Part 1. The (student) t distribution converges to normal
distribution as the degrees of freedom increase (beyond 120). Please
plot a normal distribution, and a few t distributions on the same chart
with 2, 5, 15, 30, 120 degrees of freedom.
library(ggplot2)
x = seq(-5, 5, by = 0.1)
normal_data = data.frame(x = x, y = dnorm(x, mean = 0, sd = 1))
t_2_df = data.frame(x = x, y = dt(x, df = 2))
t_5_df = data.frame(x = x, y = dt(x, df = 5))
t_15_df = data.frame(x = x, y = dt(x, df = 15))
t_30_df = data.frame(x = x, y = dt(x, df = 30))
t_120_df = data.frame(x = x, y = dt(x, df = 120))
plot_data = rbind(cbind(Distribution = "Normal", normal_data), cbind(Distribution = "t(2)", t_2_df), cbind(Distribution = "t(5)", t_5_df), cbind(Distribution = "t(15)", t_15_df), cbind(Distribution = "t(30)", t_30_df), cbind(Distribution = "t(120)", t_120_df))
ggplot(plot_data, aes(x = x, y = y, color = Distribution)) + geom_line(linewidth = 1) + labs(title = "Normal and Student t-distributions", x = "Z-Score", y = "Density")

Part 2. Lets work with normal data below (1000 observations with
mean of 108 and sd of 7.2). Plot two charts - the normally distributed
data (above) and the Z score distribution of the same data. Do they have
the same distributional shape? Why or why not?
set.seed(123) # Set seed for reproducibility
mu = 108
sigma = 7.2
data_values = rnorm(n = 1000, mean = mu, sd = sigma)
df = data.frame(data_values)
z_scores = ((data_values - mu) / sigma)
df_z = data.frame(z_scores)
ggplot(df, aes(x = data_values)) + geom_histogram() + labs(title = "Histogram With Normal Distribution Data", x = "", y = "Density")
## `stat_bin()` using `bins = 30`. Pick better value with `binwidth`.
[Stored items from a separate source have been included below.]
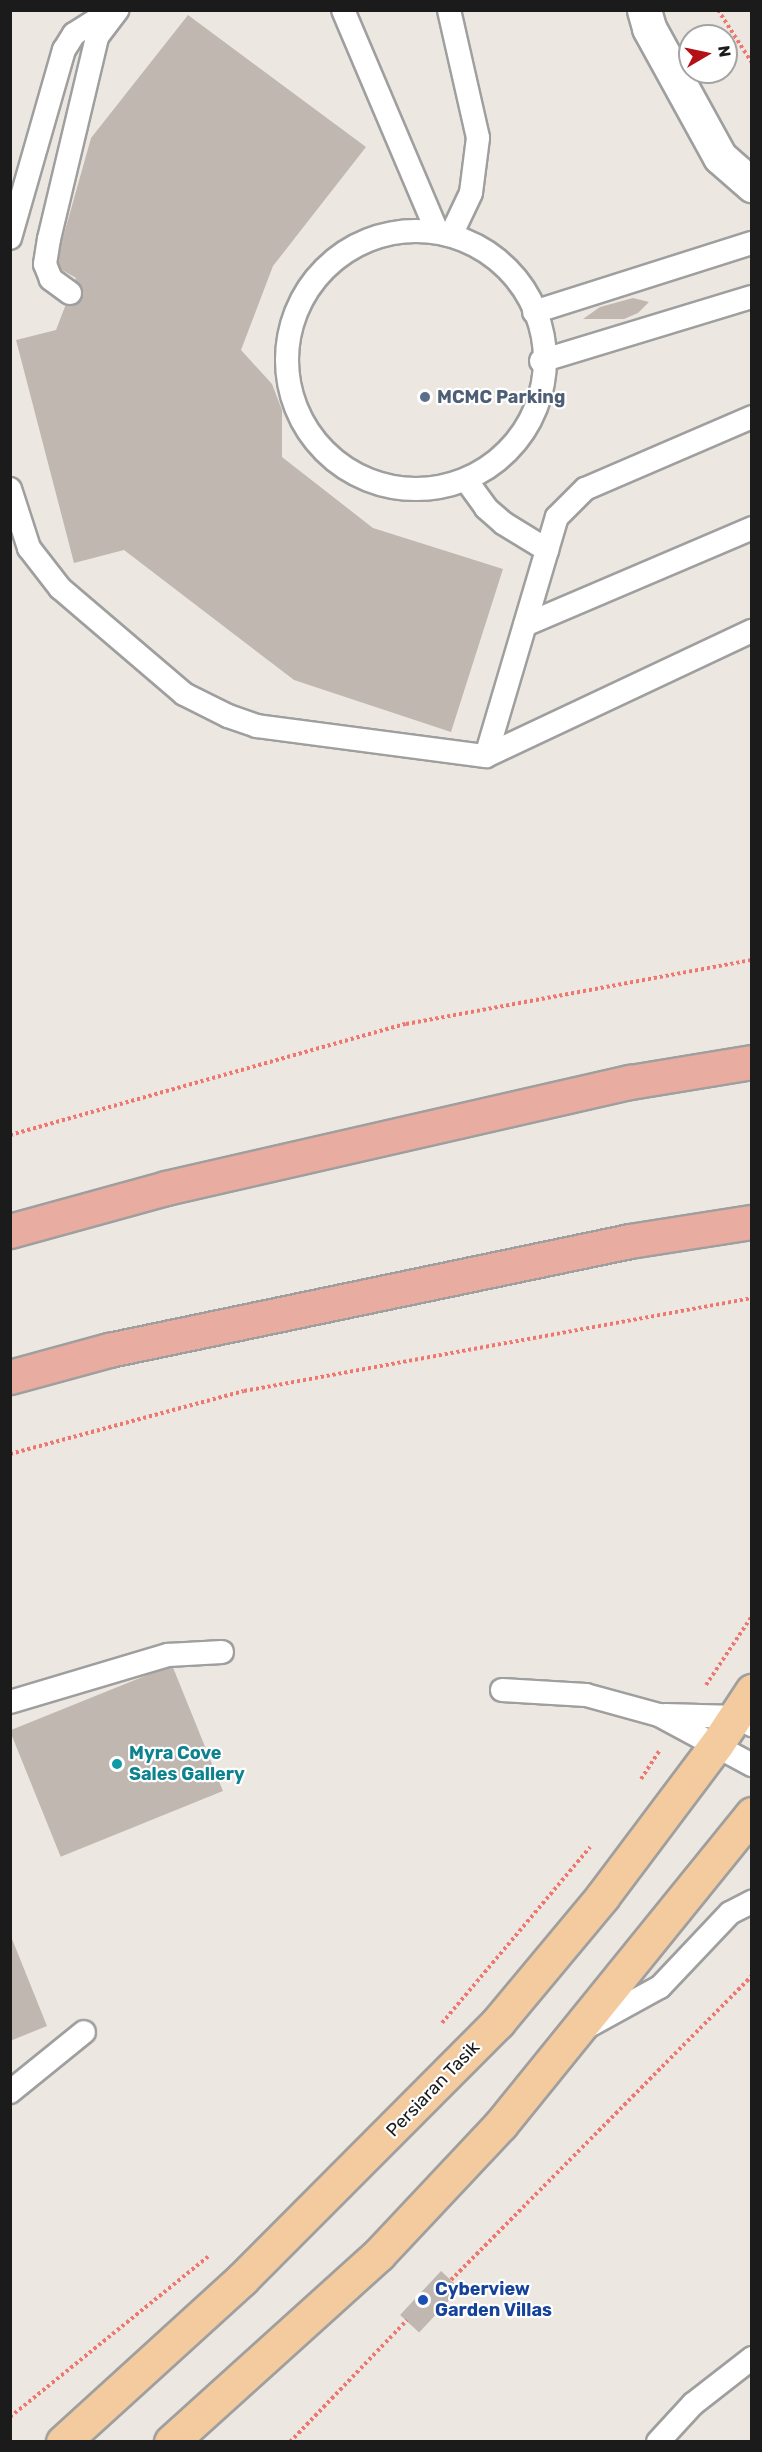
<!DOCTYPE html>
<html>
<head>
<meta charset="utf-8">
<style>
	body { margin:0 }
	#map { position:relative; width:762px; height:2452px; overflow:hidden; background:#ece8e1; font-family:Rubik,sans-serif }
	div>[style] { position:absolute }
	.building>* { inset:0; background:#c0b7b1; transform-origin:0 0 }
	.path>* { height:4px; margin-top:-2px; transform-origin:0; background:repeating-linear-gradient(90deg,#ee7770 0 3px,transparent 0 6px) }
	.roads { filter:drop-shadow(2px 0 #9f9f9f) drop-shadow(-2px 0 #9f9f9f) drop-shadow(0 2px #9f9f9f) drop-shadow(0 -2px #9f9f9f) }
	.service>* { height:22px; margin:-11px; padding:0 11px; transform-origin:11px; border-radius:11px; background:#fff }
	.service>.ring { margin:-11px; padding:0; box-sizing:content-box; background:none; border:22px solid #fff; border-radius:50% }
	.tertiary>* { height:33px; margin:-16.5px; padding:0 16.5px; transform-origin:16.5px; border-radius:16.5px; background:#fff }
	.primary>* { height:33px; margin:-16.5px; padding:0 16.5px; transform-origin:16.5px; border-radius:16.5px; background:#f4cb9e }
	.trunk>* { height:33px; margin:-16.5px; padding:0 16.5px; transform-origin:16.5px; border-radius:16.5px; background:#e9aca0 }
	.dots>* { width:16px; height:16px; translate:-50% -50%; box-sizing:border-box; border:3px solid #fff; border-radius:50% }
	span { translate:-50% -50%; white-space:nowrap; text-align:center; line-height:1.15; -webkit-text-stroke:4.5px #fff; paint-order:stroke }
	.service-label { font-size:18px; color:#4e5e75; font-weight:700 }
	.left { translate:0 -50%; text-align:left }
	.culture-label { font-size:18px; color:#0d838f; font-weight:700 }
	.street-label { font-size:18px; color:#1b1b1b }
	.transit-label { font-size:18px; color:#164399; font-weight:700 }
	.frame { position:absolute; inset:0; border:12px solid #1b1b1b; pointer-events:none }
	.north { position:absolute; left:678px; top:24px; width:60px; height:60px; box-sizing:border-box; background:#fff; border:2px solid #a4a4a4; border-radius:50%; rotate:81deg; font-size:16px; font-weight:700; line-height:24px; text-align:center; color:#1b1b1b }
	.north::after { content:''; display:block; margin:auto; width:21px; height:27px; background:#b61017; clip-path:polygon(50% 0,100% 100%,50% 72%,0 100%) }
</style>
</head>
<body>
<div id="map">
	<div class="building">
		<i style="clip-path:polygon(188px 15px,366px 147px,273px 266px,241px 350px,272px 384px,282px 410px,282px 457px,373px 528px,503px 569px,451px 732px,294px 680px,124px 550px,74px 563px,16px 340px,56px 330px,76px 278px,55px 266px,91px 138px)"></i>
		<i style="clip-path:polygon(633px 298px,649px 302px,638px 313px,624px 319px,583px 319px,600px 307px)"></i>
		<i style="left:172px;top:1665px;width:136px;height:175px;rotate:68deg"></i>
		<i style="clip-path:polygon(10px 1934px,47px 2026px,10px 2041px)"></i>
		<i style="left:441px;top:2271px;width:26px;height:60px;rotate:43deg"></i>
	</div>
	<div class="path">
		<i style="left:718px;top:10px;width:63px;rotate:57.3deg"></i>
		<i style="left:10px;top:1135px;width:411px;rotate:-15.7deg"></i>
		<i style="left:406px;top:1024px;width:352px;rotate:-10.5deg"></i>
		<i style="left:10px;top:1454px;width:242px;rotate:-15.1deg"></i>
		<i style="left:244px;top:1391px;width:516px;rotate:-10.37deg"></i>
		<i style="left:706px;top:1685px;width:83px;rotate:-56.3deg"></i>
		<i style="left:641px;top:1779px;width:35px;rotate:-57deg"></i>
		<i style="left:442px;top:2023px;width:230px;rotate:-49.9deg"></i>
		<i style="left:451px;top:2280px;width:428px;rotate:-45.3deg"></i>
		<i style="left:10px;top:2417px;width:257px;rotate:-39deg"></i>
		<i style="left:290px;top:2442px;width:169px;rotate:-46.2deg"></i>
	</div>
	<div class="roads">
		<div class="service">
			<i style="left:343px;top:10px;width:240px;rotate:67deg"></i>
			<i style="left:449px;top:10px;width:131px;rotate:77.2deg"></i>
			<i style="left:478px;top:138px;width:55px;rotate:97.3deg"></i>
			<i style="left:471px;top:193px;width:44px;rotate:115.4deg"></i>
			<i class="ring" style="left:287px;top:231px;width:236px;height:236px"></i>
			<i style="left:10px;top:238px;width:196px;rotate:-74deg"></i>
			<i style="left:64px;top:50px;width:19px;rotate:-58deg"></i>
			<i style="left:74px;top:34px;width:45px;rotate:-32.3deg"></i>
			<i style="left:70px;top:293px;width:24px;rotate:-144deg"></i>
			<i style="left:51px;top:279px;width:16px;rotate:-112deg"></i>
			<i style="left:45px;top:264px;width:25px;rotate:-81deg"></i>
			<i style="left:49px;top:239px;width:208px;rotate:-76.6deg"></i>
			<i style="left:97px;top:37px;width:34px;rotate:-53deg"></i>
			<i style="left:534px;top:312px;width:229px;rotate:-17.6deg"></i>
			<i style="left:541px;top:361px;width:220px;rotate:-16.9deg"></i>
			<i style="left:466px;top:480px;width:34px;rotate:54deg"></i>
			<i style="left:486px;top:508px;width:23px;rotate:41deg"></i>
			<i style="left:503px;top:523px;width:52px;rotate:31.5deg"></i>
			<i style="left:10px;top:489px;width:62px;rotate:72.1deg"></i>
			<i style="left:29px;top:548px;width:51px;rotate:52.2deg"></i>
			<i style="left:60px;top:588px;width:163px;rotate:40.5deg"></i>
			<i style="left:184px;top:694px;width:49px;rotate:26.6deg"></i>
			<i style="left:228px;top:716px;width:31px;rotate:19deg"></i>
			<i style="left:257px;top:726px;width:231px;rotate:7.5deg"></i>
			<i style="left:486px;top:756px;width:294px;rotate:-25.2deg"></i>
			<i style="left:525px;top:625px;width:247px;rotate:-23.1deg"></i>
			<i style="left:486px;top:756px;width:249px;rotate:-73.5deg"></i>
			<i style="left:557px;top:517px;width:40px;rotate:-45deg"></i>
			<i style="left:585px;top:489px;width:182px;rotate:-23.3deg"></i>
			<i style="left:502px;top:1690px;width:84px;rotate:3.4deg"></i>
			<i style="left:586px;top:1695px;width:76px;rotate:15.3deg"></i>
			<i style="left:659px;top:1715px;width:106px;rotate:28.3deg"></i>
			<i style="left:10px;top:1702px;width:165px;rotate:-16.6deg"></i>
			<i style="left:168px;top:1655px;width:54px;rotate:-3.2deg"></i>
			<i style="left:665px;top:1715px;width:71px;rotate:1.6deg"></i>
			<i style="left:736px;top:1717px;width:18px;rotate:27deg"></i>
			<i style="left:585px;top:2028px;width:85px;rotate:-28.7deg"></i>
			<i style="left:660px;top:1987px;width:102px;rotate:-46.6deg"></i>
			<i style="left:730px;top:1913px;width:25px;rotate:-27deg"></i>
			<i style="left:10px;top:2092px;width:95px;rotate:-39deg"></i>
			<i style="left:658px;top:2442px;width:52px;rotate:-47.4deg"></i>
			<i style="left:693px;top:2404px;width:75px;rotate:-37.9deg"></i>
		</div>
		<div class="tertiary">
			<i style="left:644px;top:10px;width:19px;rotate:74deg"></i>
			<i style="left:649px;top:28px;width:147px;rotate:61.2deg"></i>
			<i style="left:720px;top:157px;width:43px;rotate:41.2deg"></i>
		</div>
		<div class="primary">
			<i style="left:63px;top:2442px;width:242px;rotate:-42.3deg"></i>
			<i style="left:242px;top:2279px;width:363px;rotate:-45.1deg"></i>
			<i style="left:498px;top:2022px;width:163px;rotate:-50.2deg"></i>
			<i style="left:602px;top:1897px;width:191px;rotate:-53.1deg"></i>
			<i style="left:717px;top:1744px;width:64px;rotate:-56.6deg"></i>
			<i style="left:171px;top:2442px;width:280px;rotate:-42.1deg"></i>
			<i style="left:379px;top:2254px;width:178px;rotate:-46.8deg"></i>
			<i style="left:501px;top:2124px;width:399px;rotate:-51deg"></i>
		</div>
		<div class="trunk">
			<i style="left:10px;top:1231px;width:162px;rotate:-15.4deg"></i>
			<i style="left:166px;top:1188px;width:476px;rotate:-12.9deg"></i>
			<i style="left:630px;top:1082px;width:124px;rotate:-9.3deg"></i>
			<i style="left:10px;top:1377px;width:103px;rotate:-15.3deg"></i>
			<i style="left:109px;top:1350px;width:532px;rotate:-11.82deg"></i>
			<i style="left:630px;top:1241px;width:123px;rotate:-8.9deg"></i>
		</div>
	</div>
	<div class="dots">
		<i style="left:425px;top:397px;background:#5c6f8a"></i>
		<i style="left:117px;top:1764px;background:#0f9aa8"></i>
		<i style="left:423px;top:2300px;background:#1a4fb4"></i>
	</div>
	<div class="service-label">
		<span class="left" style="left:437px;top:397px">MCMC Parking</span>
	</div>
	<div class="culture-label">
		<span class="left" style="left:129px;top:1764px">Myra Cove<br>Sales Gallery</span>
	</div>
	<div class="street-label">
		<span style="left:433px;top:2089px;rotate:-46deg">Persiaran Tasik</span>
	</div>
	<div class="transit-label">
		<span class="left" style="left:435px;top:2300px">Cyberview<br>Garden Villas</span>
	</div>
	<div class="frame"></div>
	<div class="north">N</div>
</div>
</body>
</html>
ggplot(df_z, aes(x = z_scores)) + geom_histogram() + labs(title = "Histogram With Z-Scores", x = "", y = "Density")
## `stat_bin()` using `bins = 30`. Pick better value with `binwidth`.

- Yes, the two distributions have the same shape because they are from
the same data–the z-score just standardizes the observations.
Standardizing the data changes the number values representing the
observations but not the overall shape. For this reason, the z-score
histogram is centered at zero and has a standard deviation of one.
Part 3. In your own words, please explain what is p-value?
- The p-value is the likelihood of observing our data under the
circumstances described by the null hypothesis. Low p-values (usually
measured as being 0.05 or lower) have high statistical significance and
provide grounds for rejecting a null hypothesis in favor of the
alternative. If we have a very low p-value, we would be inclined to
believe that the null hypothesis is not true, and something else is
going on to cause the abnormal observations we are seeing.